[Stored items]

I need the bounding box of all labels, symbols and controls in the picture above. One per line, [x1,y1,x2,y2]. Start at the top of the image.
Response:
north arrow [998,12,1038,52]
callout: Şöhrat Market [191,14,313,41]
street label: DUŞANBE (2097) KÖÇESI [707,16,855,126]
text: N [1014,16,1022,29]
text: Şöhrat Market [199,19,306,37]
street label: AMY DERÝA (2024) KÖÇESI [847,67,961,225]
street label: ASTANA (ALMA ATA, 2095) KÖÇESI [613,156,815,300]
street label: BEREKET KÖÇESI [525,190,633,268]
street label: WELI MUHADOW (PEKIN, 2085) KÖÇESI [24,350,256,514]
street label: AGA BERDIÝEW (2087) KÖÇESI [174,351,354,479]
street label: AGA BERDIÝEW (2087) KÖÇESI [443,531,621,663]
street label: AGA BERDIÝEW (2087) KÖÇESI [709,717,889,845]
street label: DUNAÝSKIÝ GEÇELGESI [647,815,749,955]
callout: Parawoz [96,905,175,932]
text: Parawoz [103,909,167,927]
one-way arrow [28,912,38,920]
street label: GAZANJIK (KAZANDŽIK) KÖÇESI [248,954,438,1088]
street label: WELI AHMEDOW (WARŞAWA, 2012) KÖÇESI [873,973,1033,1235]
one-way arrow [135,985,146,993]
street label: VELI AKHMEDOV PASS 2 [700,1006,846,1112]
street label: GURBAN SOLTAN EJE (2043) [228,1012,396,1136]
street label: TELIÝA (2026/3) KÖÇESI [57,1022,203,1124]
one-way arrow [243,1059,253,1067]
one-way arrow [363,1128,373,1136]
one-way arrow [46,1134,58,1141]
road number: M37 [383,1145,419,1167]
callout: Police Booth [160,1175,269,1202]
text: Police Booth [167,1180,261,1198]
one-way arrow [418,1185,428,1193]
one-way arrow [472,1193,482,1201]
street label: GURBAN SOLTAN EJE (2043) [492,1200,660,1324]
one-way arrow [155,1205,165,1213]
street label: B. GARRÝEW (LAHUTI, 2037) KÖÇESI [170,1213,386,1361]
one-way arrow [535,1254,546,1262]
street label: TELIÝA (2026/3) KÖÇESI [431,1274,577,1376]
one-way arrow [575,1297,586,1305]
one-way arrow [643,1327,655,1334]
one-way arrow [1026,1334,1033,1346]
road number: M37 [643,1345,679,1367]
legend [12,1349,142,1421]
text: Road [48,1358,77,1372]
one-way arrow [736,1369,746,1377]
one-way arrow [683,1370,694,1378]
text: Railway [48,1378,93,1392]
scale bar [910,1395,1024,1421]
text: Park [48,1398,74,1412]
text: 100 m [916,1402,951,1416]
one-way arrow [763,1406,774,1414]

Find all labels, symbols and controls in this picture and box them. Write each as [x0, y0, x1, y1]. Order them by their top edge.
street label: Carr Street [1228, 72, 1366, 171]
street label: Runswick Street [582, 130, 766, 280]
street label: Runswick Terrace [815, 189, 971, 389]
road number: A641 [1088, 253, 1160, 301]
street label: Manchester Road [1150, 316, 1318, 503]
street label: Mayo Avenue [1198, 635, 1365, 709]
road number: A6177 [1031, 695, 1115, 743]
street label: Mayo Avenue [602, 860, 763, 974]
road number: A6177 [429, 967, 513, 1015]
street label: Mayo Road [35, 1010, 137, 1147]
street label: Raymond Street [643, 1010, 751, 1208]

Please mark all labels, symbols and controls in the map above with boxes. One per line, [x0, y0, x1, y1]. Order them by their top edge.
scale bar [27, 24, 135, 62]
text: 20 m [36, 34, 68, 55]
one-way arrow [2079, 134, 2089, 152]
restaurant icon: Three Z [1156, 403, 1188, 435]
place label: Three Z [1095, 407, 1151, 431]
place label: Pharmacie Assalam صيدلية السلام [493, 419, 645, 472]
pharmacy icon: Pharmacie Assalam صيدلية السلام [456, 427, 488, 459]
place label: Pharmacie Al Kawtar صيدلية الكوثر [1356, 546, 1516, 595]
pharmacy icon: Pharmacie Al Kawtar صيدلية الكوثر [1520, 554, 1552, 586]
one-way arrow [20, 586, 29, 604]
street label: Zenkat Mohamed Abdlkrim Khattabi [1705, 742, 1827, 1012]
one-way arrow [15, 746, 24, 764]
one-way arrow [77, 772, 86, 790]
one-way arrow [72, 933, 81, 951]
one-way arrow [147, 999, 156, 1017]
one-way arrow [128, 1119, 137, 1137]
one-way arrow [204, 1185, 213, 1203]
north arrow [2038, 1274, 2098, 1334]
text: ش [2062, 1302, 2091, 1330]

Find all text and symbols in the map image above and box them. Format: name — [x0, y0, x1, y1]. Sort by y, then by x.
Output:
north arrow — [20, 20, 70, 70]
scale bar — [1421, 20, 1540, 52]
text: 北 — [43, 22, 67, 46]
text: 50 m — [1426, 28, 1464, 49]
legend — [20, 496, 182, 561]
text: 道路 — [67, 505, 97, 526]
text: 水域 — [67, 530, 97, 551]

WHAT YOU NEED TO DO: An identical copy of the preceding records should be returned.

SOLUTION FOR THIS PROBLEM:
I need the bounding box of all labels, symbols and controls in the picture above. One per line, [x1,y1,x2,y2]. Start at the top of the image.
Response:
north arrow [998,12,1038,52]
callout: Şöhrat Market [191,14,313,41]
street label: DUŞANBE (2097) KÖÇESI [707,16,855,126]
text: N [1014,16,1022,29]
text: Şöhrat Market [199,19,306,37]
street label: AMY DERÝA (2024) KÖÇESI [847,67,961,225]
street label: ASTANA (ALMA ATA, 2095) KÖÇESI [613,156,815,300]
street label: BEREKET KÖÇESI [525,190,633,268]
street label: WELI MUHADOW (PEKIN, 2085) KÖÇESI [24,350,256,514]
street label: AGA BERDIÝEW (2087) KÖÇESI [174,351,354,479]
street label: AGA BERDIÝEW (2087) KÖÇESI [443,531,621,663]
street label: AGA BERDIÝEW (2087) KÖÇESI [709,717,889,845]
street label: DUNAÝSKIÝ GEÇELGESI [647,815,749,955]
callout: Parawoz [96,905,175,932]
text: Parawoz [103,909,167,927]
one-way arrow [28,912,38,920]
street label: GAZANJIK (KAZANDŽIK) KÖÇESI [248,954,438,1088]
street label: WELI AHMEDOW (WARŞAWA, 2012) KÖÇESI [873,973,1033,1235]
one-way arrow [135,985,146,993]
street label: VELI AKHMEDOV PASS 2 [700,1006,846,1112]
street label: GURBAN SOLTAN EJE (2043) [228,1012,396,1136]
street label: TELIÝA (2026/3) KÖÇESI [57,1022,203,1124]
one-way arrow [243,1059,253,1067]
one-way arrow [363,1128,373,1136]
one-way arrow [46,1134,58,1141]
road number: M37 [383,1145,419,1167]
callout: Police Booth [160,1175,269,1202]
text: Police Booth [167,1180,261,1198]
one-way arrow [418,1185,428,1193]
one-way arrow [472,1193,482,1201]
street label: GURBAN SOLTAN EJE (2043) [492,1200,660,1324]
one-way arrow [155,1205,165,1213]
street label: B. GARRÝEW (LAHUTI, 2037) KÖÇESI [170,1213,386,1361]
one-way arrow [535,1254,546,1262]
street label: TELIÝA (2026/3) KÖÇESI [431,1274,577,1376]
one-way arrow [575,1297,586,1305]
one-way arrow [643,1327,655,1334]
one-way arrow [1026,1334,1033,1346]
road number: M37 [643,1345,679,1367]
legend [12,1349,142,1421]
text: Road [48,1358,77,1372]
one-way arrow [736,1369,746,1377]
one-way arrow [683,1370,694,1378]
text: Railway [48,1378,93,1392]
scale bar [910,1395,1024,1421]
text: Park [48,1398,74,1412]
text: 100 m [916,1402,951,1416]
one-way arrow [763,1406,774,1414]

Find all labels, symbols and controls in this picture and box them. Write each as [x0, y0, x1, y1]. Order them by their top edge.
street label: Carr Street [1228, 72, 1366, 171]
street label: Runswick Street [582, 130, 766, 280]
street label: Runswick Terrace [815, 189, 971, 389]
road number: A641 [1088, 253, 1160, 301]
street label: Manchester Road [1150, 316, 1318, 503]
street label: Mayo Avenue [1198, 635, 1365, 709]
road number: A6177 [1031, 695, 1115, 743]
street label: Mayo Avenue [602, 860, 763, 974]
road number: A6177 [429, 967, 513, 1015]
street label: Mayo Road [35, 1010, 137, 1147]
street label: Raymond Street [643, 1010, 751, 1208]

Please mark all labels, symbols and controls in the map above with boxes. One per line, [x0, y0, x1, y1]. Order them by their top edge.
scale bar [27, 24, 135, 62]
text: 20 m [36, 34, 68, 55]
one-way arrow [2079, 134, 2089, 152]
restaurant icon: Three Z [1156, 403, 1188, 435]
place label: Three Z [1095, 407, 1151, 431]
place label: Pharmacie Assalam صيدلية السلام [493, 419, 645, 472]
pharmacy icon: Pharmacie Assalam صيدلية السلام [456, 427, 488, 459]
place label: Pharmacie Al Kawtar صيدلية الكوثر [1356, 546, 1516, 595]
pharmacy icon: Pharmacie Al Kawtar صيدلية الكوثر [1520, 554, 1552, 586]
one-way arrow [20, 586, 29, 604]
street label: Zenkat Mohamed Abdlkrim Khattabi [1705, 742, 1827, 1012]
one-way arrow [15, 746, 24, 764]
one-way arrow [77, 772, 86, 790]
one-way arrow [72, 933, 81, 951]
one-way arrow [147, 999, 156, 1017]
one-way arrow [128, 1119, 137, 1137]
one-way arrow [204, 1185, 213, 1203]
north arrow [2038, 1274, 2098, 1334]
text: ش [2062, 1302, 2091, 1330]

Find all text and symbols in the map image above and box them. Format: name — [x0, y0, x1, y1]. Sort by y, then by x.
Output:
north arrow — [20, 20, 70, 70]
scale bar — [1421, 20, 1540, 52]
text: 北 — [43, 22, 67, 46]
text: 50 m — [1426, 28, 1464, 49]
legend — [20, 496, 182, 561]
text: 道路 — [67, 505, 97, 526]
text: 水域 — [67, 530, 97, 551]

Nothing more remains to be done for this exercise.